What the task requires:
In the records below, print each line exactly and leave every image out.

Data shown:
= Beginning of Section =

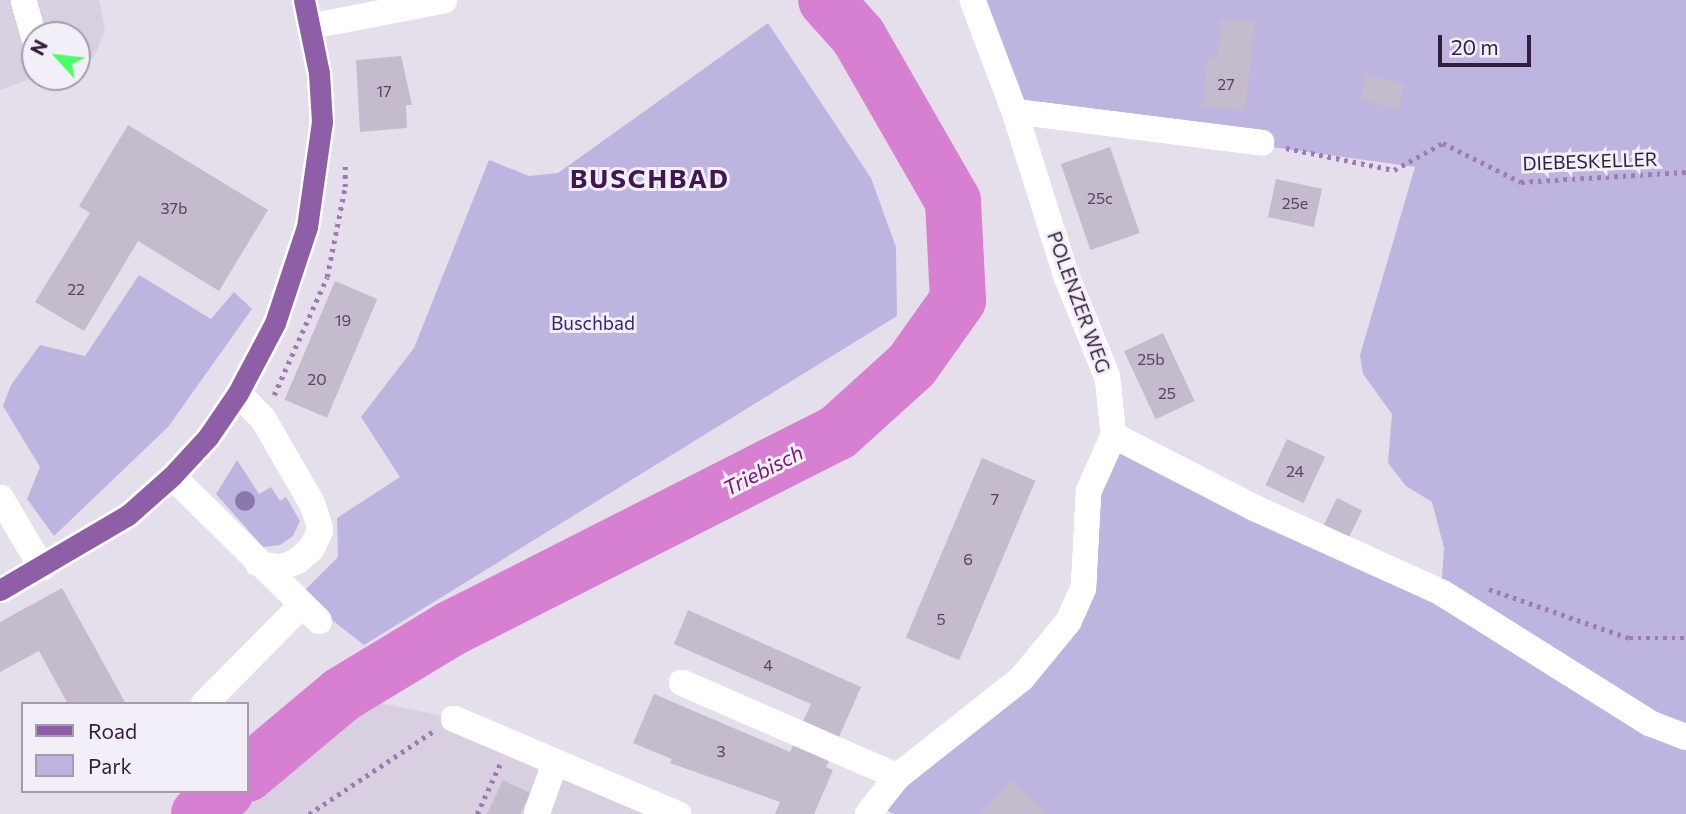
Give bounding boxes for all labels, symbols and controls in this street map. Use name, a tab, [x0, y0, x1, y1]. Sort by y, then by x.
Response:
north arrow	[21, 21, 91, 91]
scale bar	[1441, 21, 1534, 65]
text: 20 m	[1451, 34, 1499, 59]
text: N	[25, 36, 52, 59]
house number: 27	[1217, 74, 1235, 94]
house number: 17	[376, 81, 392, 101]
street label: DIEBESKELLER	[1522, 147, 1658, 175]
district label: BUSCHBAD	[571, 162, 729, 194]
house number: 25c	[1087, 188, 1113, 208]
house number: 25e	[1282, 193, 1308, 213]
house number: 37b	[161, 198, 187, 218]
street label: POLENZER WEG	[1043, 228, 1115, 376]
house number: 22	[67, 279, 85, 299]
house number: 19	[335, 310, 351, 330]
park label: Buschbad	[551, 312, 635, 334]
house number: 25b	[1137, 349, 1165, 369]
house number: 20	[307, 369, 327, 389]
house number: 25	[1158, 383, 1176, 403]
water label: Triebisch	[719, 439, 807, 501]
house number: 24	[1286, 461, 1304, 481]
house number: 7	[991, 489, 999, 509]
house number: 6	[963, 549, 973, 569]
house number: 5	[936, 609, 946, 629]
house number: 4	[763, 655, 773, 675]
legend	[21, 702, 248, 793]
text: Road	[88, 718, 137, 743]
house number: 3	[716, 741, 726, 761]
text: Park	[88, 753, 132, 778]

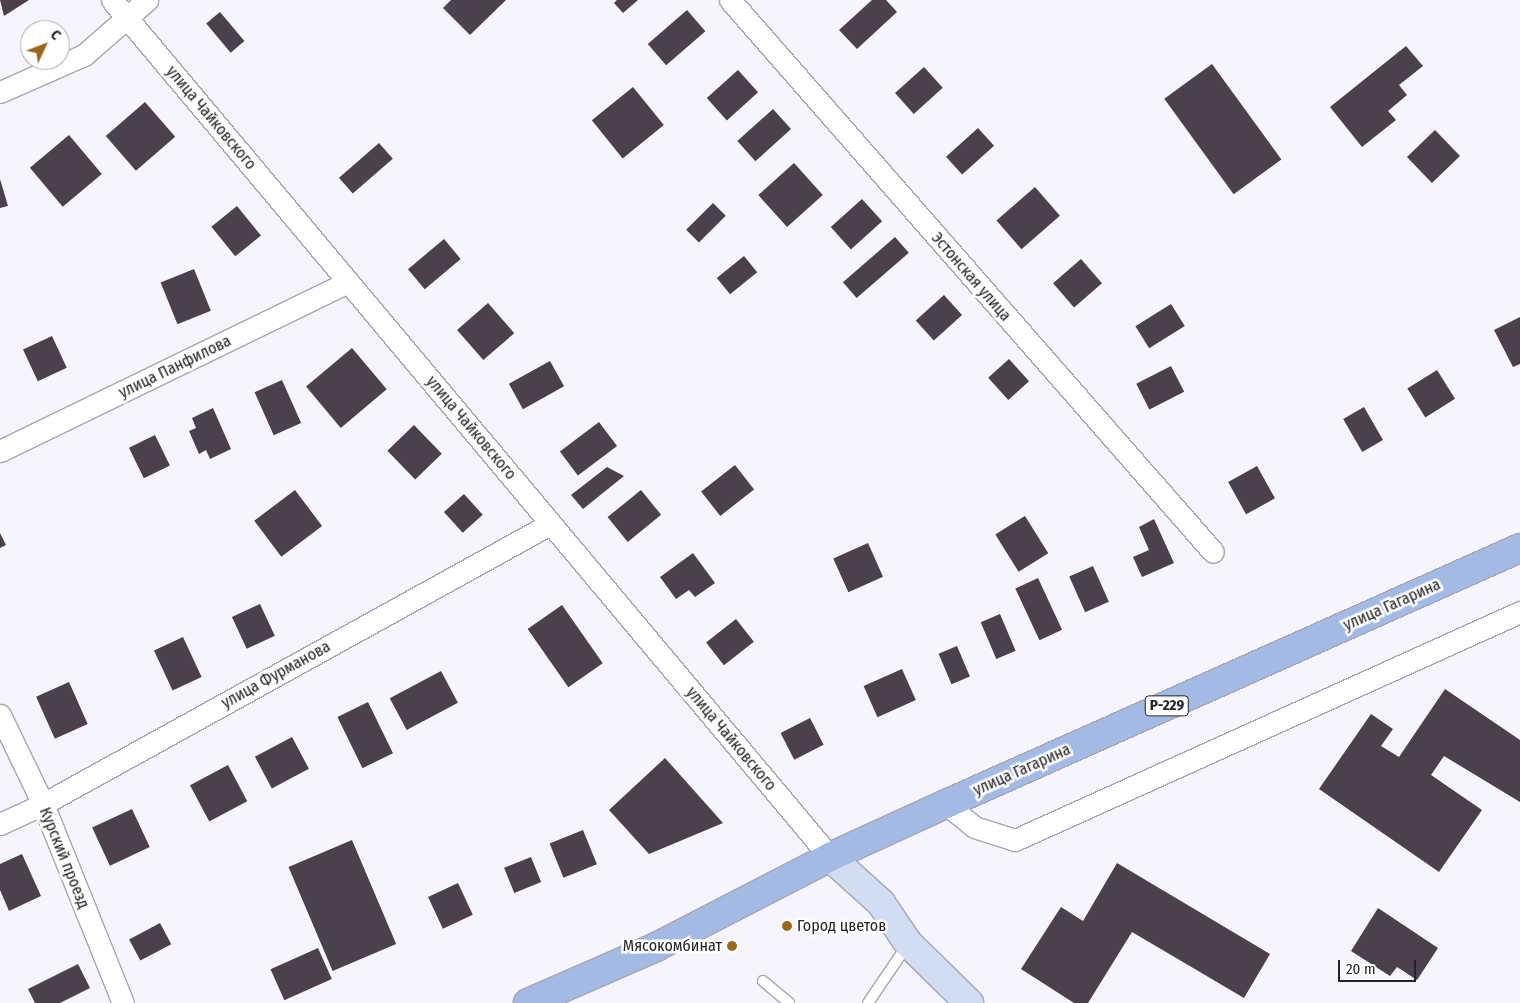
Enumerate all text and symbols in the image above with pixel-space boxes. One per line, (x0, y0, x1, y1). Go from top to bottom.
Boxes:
north arrow (20, 20, 70, 70)
text: С (47, 27, 64, 44)
street label: улица Чайковского (162, 62, 260, 174)
street label: Эстонская улица (927, 229, 1015, 325)
street label: улица Панфилова (116, 332, 234, 402)
street label: улица Чайковского (422, 372, 520, 484)
street label: улица Гагарина (1340, 575, 1444, 635)
street label: улица Фурманова (218, 637, 334, 713)
street label: улица Чайковского (682, 683, 780, 795)
road number: Р-229 (1144, 694, 1190, 718)
street label: улица Гагарина (970, 740, 1074, 800)
street label: Курский проезд (35, 805, 93, 911)
place label: Город цветов (797, 916, 886, 936)
marker: Город цветов (781, 920, 793, 932)
place label: Мясокомбинат (623, 936, 722, 956)
marker: Мясокомбинат (726, 940, 738, 952)
scale bar (1340, 950, 1418, 982)
text: 20 m (1346, 960, 1376, 978)

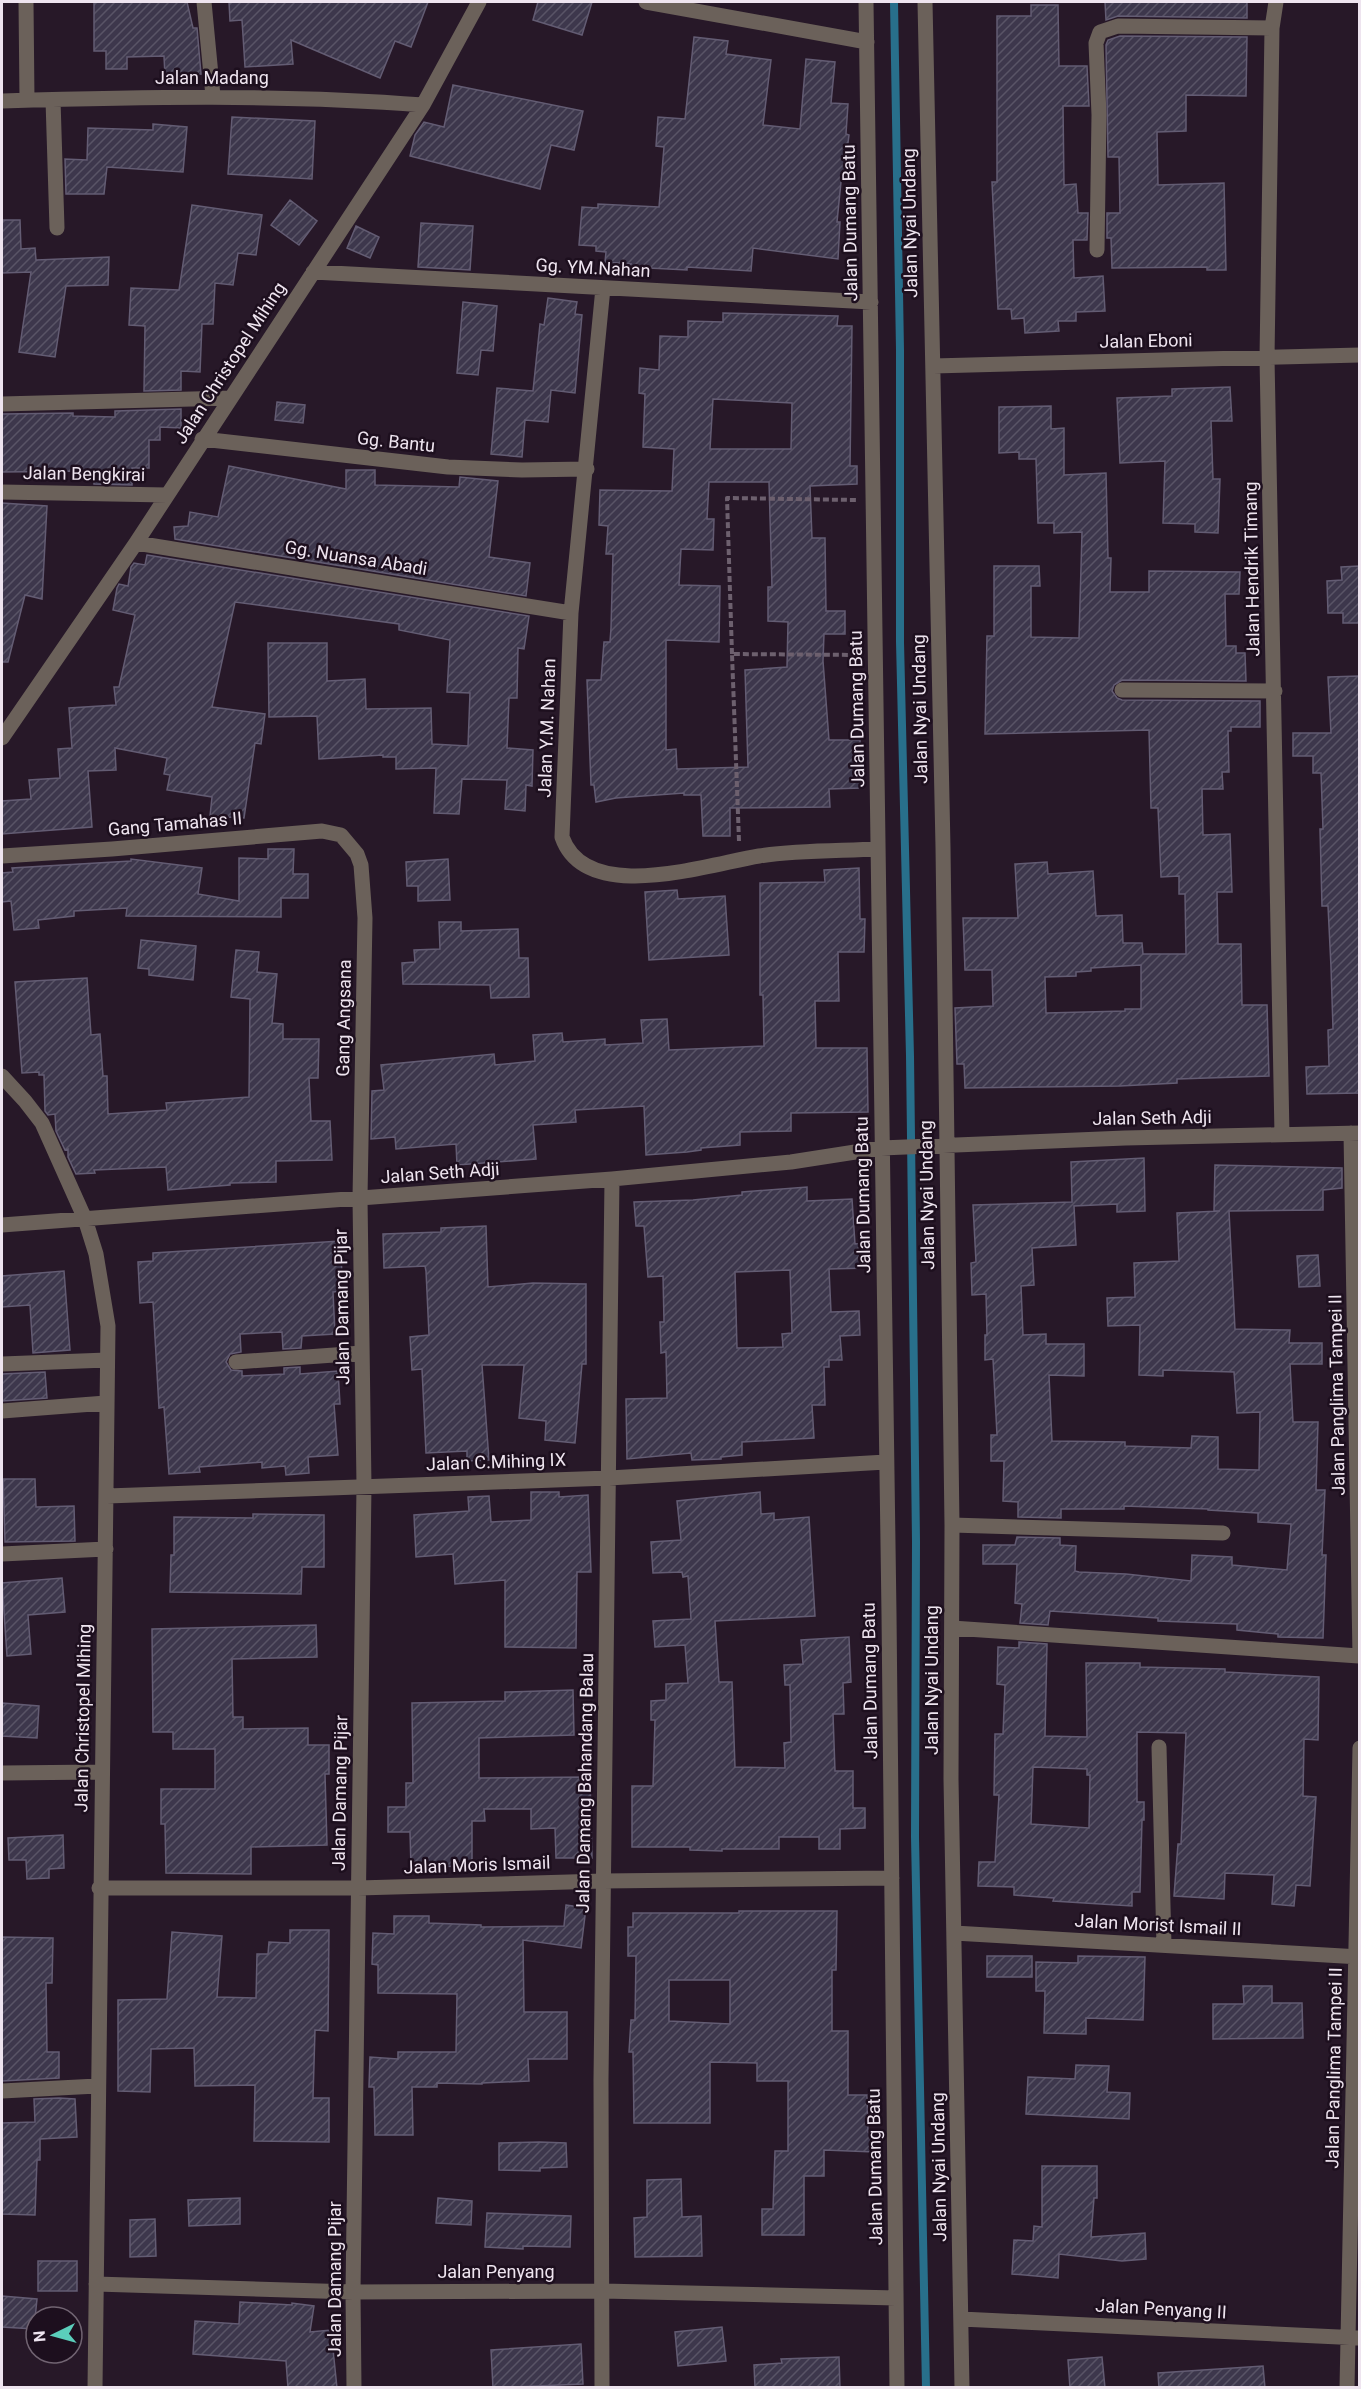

= End of Section =

Response box:
Give bounding boxes for all labels, symbols and controls in this street map. Use name, a tab, [x0, y0, x1, y1]. Sort by y, then by x.
Response:
north arrow	[21, 21, 91, 91]
scale bar	[1441, 21, 1534, 65]
text: 20 m	[1451, 34, 1499, 59]
text: N	[25, 36, 52, 59]
house number: 27	[1217, 74, 1235, 94]
house number: 17	[376, 81, 392, 101]
street label: DIEBESKELLER	[1522, 147, 1658, 175]
district label: BUSCHBAD	[571, 162, 729, 194]
house number: 25c	[1087, 188, 1113, 208]
house number: 25e	[1282, 193, 1308, 213]
house number: 37b	[161, 198, 187, 218]
street label: POLENZER WEG	[1043, 228, 1115, 376]
house number: 22	[67, 279, 85, 299]
house number: 19	[335, 310, 351, 330]
park label: Buschbad	[551, 312, 635, 334]
house number: 25b	[1137, 349, 1165, 369]
house number: 20	[307, 369, 327, 389]
house number: 25	[1158, 383, 1176, 403]
water label: Triebisch	[719, 439, 807, 501]
house number: 24	[1286, 461, 1304, 481]
house number: 7	[991, 489, 999, 509]
house number: 6	[963, 549, 973, 569]
house number: 5	[936, 609, 946, 629]
house number: 4	[763, 655, 773, 675]
legend	[21, 702, 248, 793]
text: Road	[88, 718, 137, 743]
house number: 3	[716, 741, 726, 761]
text: Park	[88, 753, 132, 778]

Enumerate all text and symbols in the image above with pixel-space boxes. One per line, (x0, y0, x1, y1). Go from top to bottom.
Boxes:
north arrow (20, 20, 70, 70)
text: С (47, 27, 64, 44)
street label: улица Чайковского (162, 62, 260, 174)
street label: Эстонская улица (927, 229, 1015, 325)
street label: улица Панфилова (116, 332, 234, 402)
street label: улица Чайковского (422, 372, 520, 484)
street label: улица Гагарина (1340, 575, 1444, 635)
street label: улица Фурманова (218, 637, 334, 713)
street label: улица Чайковского (682, 683, 780, 795)
road number: Р-229 (1144, 694, 1190, 718)
street label: улица Гагарина (970, 740, 1074, 800)
street label: Курский проезд (35, 805, 93, 911)
place label: Город цветов (797, 916, 886, 936)
marker: Город цветов (781, 920, 793, 932)
place label: Мясокомбинат (623, 936, 722, 956)
marker: Мясокомбинат (726, 940, 738, 952)
scale bar (1340, 950, 1418, 982)
text: 20 m (1346, 960, 1376, 978)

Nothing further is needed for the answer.